[SPARK-46021][CORE] Support cancel future jobs belonging to a job group

anchovYu · cloud-fan · commit 9c21238ce0e6 · 2023-11-23T20:29:45.000+08:00
### What changes were proposed in this pull request? This PR supports a new API in SparkContext `cancelJobGroupAndFutureJobs(jobGroup)`. It not only cancels the active jobs, future submitted jobs that belongs to this job group will be cancelled and not run. Internally, it uses a limited-size (current size: 1000, controlled by config `CANCELLED_JOB_GROUP_SET_SIZE`) FIFO set to record all the job group cancelled with this new API. This PR also adds a new error class `SPARK_JOB_CANCELLED` without changing the error message at all, based on the assumption that it's a fundamental error that some downstream workload could rely on parsing the error message. ### Why are the changes needed?
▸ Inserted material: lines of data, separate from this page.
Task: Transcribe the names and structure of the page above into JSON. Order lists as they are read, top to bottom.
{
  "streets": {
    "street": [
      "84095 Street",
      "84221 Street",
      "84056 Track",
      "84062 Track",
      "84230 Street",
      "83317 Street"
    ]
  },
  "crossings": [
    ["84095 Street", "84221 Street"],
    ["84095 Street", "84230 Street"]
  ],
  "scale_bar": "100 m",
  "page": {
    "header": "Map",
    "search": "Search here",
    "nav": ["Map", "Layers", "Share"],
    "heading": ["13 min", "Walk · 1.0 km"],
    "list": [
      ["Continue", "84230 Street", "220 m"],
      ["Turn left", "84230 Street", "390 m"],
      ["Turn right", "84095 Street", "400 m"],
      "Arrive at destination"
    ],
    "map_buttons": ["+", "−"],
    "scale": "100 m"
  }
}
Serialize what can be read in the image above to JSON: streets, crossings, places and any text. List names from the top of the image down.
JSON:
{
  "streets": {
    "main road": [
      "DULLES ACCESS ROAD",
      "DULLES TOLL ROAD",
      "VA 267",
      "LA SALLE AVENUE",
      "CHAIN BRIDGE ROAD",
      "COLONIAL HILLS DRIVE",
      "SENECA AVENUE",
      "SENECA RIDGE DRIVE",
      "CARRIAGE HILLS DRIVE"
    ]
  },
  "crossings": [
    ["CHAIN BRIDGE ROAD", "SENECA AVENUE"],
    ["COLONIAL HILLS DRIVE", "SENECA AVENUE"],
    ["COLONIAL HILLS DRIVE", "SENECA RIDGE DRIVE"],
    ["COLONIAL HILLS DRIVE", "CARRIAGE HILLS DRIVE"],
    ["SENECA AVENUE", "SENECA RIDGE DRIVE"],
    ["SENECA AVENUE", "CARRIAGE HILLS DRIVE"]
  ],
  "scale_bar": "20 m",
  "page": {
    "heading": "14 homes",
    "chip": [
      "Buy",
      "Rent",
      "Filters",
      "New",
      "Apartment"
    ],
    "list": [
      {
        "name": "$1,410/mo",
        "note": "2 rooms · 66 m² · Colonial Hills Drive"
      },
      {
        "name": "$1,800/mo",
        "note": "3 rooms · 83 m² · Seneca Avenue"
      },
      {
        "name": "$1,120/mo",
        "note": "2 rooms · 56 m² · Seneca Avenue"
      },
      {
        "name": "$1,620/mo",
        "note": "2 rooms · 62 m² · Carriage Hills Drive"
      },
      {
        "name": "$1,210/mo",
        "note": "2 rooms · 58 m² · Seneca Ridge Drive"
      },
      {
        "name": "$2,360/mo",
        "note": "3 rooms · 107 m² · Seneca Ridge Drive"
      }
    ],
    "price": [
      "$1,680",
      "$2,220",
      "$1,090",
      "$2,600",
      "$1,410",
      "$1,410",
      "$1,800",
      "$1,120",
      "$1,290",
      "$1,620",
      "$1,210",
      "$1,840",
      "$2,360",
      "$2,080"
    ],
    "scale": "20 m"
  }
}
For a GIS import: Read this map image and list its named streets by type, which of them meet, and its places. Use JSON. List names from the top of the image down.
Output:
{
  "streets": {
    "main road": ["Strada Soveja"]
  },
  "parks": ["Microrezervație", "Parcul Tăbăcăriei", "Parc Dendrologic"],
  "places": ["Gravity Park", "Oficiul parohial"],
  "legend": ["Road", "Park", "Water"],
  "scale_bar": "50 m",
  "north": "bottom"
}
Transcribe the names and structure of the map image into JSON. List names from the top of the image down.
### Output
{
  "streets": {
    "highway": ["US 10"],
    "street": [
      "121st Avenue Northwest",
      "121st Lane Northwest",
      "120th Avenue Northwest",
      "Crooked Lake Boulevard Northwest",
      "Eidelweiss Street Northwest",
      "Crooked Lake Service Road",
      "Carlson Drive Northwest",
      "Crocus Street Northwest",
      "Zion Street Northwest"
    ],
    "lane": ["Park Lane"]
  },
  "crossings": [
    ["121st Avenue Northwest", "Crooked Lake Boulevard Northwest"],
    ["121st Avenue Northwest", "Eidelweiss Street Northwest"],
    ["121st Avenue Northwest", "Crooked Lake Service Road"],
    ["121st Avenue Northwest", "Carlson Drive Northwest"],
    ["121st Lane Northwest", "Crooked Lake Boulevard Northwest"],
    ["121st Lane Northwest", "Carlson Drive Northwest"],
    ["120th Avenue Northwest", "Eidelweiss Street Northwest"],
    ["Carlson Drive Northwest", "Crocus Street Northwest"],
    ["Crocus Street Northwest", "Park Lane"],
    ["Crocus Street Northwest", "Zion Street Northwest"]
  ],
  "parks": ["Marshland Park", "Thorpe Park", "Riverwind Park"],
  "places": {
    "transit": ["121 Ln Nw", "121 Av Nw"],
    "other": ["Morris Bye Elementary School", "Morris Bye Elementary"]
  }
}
Improvements. ### Does this PR introduce _any_ user-facing change? No. ### How was this patch tested? New tests. ### Was this patch authored or co-authored using generative AI tooling? No. Closes #43926 from anchovYu/SPARK-46021. Authored-by: Xinyi Yu <xinyi.yu@databricks.com> Signed-off-by: Wenchen Fan <wenchen@databricks.com>
diff --git a/common/utils/src/main/resources/error/README.md b/common/utils/src/main/resources/error/README.md
@@ -1347,7 +1347,7 @@ The following SQLSTATEs are collated from:
 |XX001    |XX   |Internal Error                                    |001     |data_corrupted                                              |PostgreSQL     |N       |PostgreSQL Redshift                                                         |
 |XX002    |XX   |Internal Error                                    |002     |index_corrupted                                             |PostgreSQL     |N       |PostgreSQL Redshift                                                         |
 |XXKD0    |XX   |Internal Error                                    |KD0     |Analysis - Bad plan                                         |Databricks     |N       |Databricks                                                                  |
-|XXKDA    |XX   |Internal Error                                    |KAS     |Scheduler (Aether Scheduler)                                |Databricks     |N       |Databricks                                                                  |
+|XXKDA    |XX   |Internal Error                                    |KAS     |Scheduler                                                   |Databricks     |N       |Databricks                                                                  |
 |XXKDS    |XX   |Internal Error                                    |KDS     |Delta Storage                                               |Databricks     |N       |Databricks                                                                  |
 |XXKUC    |XX   |Internal Error                                    |KUC     |Catalog Service (Unity Catalog)                             |Databricks     |N       |Databricks                                                                  |
 |XXKST    |XX   |Internal Error                                    |KST     |Streaming                                                   |Databricks     |N       |Databricks                                                                  |
diff --git a/common/utils/src/main/resources/error/error-classes.json b/common/utils/src/main/resources/error/error-classes.json
@@ -2961,6 +2961,12 @@
     ],
     "sqlState" : "42601"
   },
+  "SPARK_JOB_CANCELLED" : {
+    "message" : [
+      "Job <jobId> cancelled <reason>"
+    ],
+    "sqlState" : "XXKDA"
+  },
   "SPECIFY_BUCKETING_IS_NOT_ALLOWED" : {
     "message" : [
       "A CREATE TABLE without explicit column list cannot specify bucketing information.",
diff --git a/core/src/main/scala/org/apache/spark/SparkContext.scala b/core/src/main/scala/org/apache/spark/SparkContext.scala
@@ -2608,6 +2608,17 @@ class SparkContext(config: SparkConf) extends Logging {
     dagScheduler.cancelJobGroup(groupId)
   }
 
+  /**
+   * Cancel active jobs for the specified group, as well as the future jobs in this job group.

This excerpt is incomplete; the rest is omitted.